Veronicastrum (plus bee) with the golden flowers of Stipa gigantea in the background. Hopefully Teasel will provide winter structure in this bed, which is mostly full of herbaceous perennials. 
Some of our cultivated plants are also highly attractive to insects and might be easier than wildflowers to incorporate into a garden setting. This year I noticed that the small, domed flower heads of Allium senescens were a very popular feeding spot for several weeks. I have also recently discovered Agastache (giant hyssop) which flowers later in the year, seems to be happy with our sunny, well-drained soil, and is loved by bees.
Allium senescens is a low, clump-forming evergreen allium. It flowers for weeks around June and is really useful at the front of a sunny border.
We grow several Cotoneasters in our garden, two of which we inherited and one of which we chose for its umbrella shape and attractive yellow berries. It is easy to dismiss them as municipal plants, but I have come to appreciate how valuable they are for insects and birds and they can often be trained or clipped to provide structural interest.
When this Cotoneaster salicifolius Rothschildianus was in full flower in June it was covered in dozens of different insects, all feasting on the nectar and pollen. It produces lovely yellow berries in autumn. They are the last berries that the birds eat and there are usually some left for me to cut and use in my Christmas wreath.
I have never seen a beetle like this before, but several appeared on the Cotoneaster to enjoy the buffet.
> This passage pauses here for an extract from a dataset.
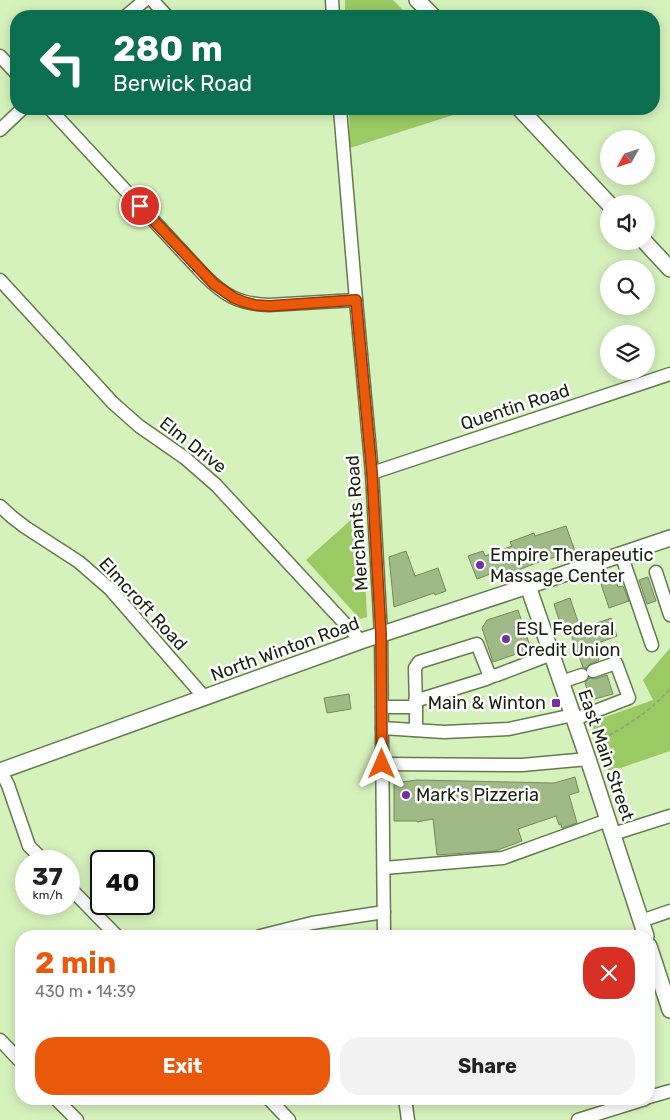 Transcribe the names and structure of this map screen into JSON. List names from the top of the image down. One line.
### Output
{"streets":{"main road":["North Winton Road","East Main Street"],"street":["Quentin Road","Elm Drive","Merchants Road","Elmcroft Road"]},"crossings":[["Quentin Road","Merchants Road"],["Elm Drive","North Winton Road"],["Merchants Road","North Winton Road"],["Elmcroft Road","North Winton Road"],["North Winton Road","East Main Street"]],"places":{"other":["Empire Therapeutic Massage Center","ESL Federal Credit Union","Mark's Pizzeria"],"transit":["Main & Winton"]},"north":"bottom left","page":{"turn":["280 m","Berwick Road"],"speed":"37 km/h","limit":"40","heading":["2 min","430 m · 14:39"],"buttons":["Exit","Share"]}}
Having water in the garden is a real bonus for attracting wildlife. We are lucky to have enough space to build a pond and a stream that drops down in steps into the pond. In winter when the bog plants are hibernating, from my regular seat at the kitchen table I can see birds bathing in the shallow water that flows over the flat stones. I have even watched a juvenile sparrowhawk bathing for a good ten minutes in the shallow end of the pond. I keep a pair of binoculars handy to get a better look.
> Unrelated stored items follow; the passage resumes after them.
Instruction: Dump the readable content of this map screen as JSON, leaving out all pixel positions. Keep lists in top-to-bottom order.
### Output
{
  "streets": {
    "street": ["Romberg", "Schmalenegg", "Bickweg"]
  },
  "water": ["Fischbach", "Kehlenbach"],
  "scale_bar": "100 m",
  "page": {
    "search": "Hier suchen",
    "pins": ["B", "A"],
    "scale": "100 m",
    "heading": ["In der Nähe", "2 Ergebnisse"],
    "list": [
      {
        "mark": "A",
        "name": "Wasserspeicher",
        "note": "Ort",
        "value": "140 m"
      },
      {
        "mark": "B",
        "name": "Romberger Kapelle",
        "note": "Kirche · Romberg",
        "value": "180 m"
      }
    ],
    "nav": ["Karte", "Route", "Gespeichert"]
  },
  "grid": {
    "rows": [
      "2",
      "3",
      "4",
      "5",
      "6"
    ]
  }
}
This flat stone at the bottom of our stream is a favourite spot for birds to wash.
In late spring we usually have dozens of colourful damselflies around the pond and, later in summer, dragonflies do circuits around and over the pond in the evening to catch their supper.
A dragonfly resting on a lily flower. 
I suspect that there is more going on in your garden than you appreciate. Autumn is the perfect time to wander round, with a cup of tea and maybe a camera, and spot all the creatures busy at work.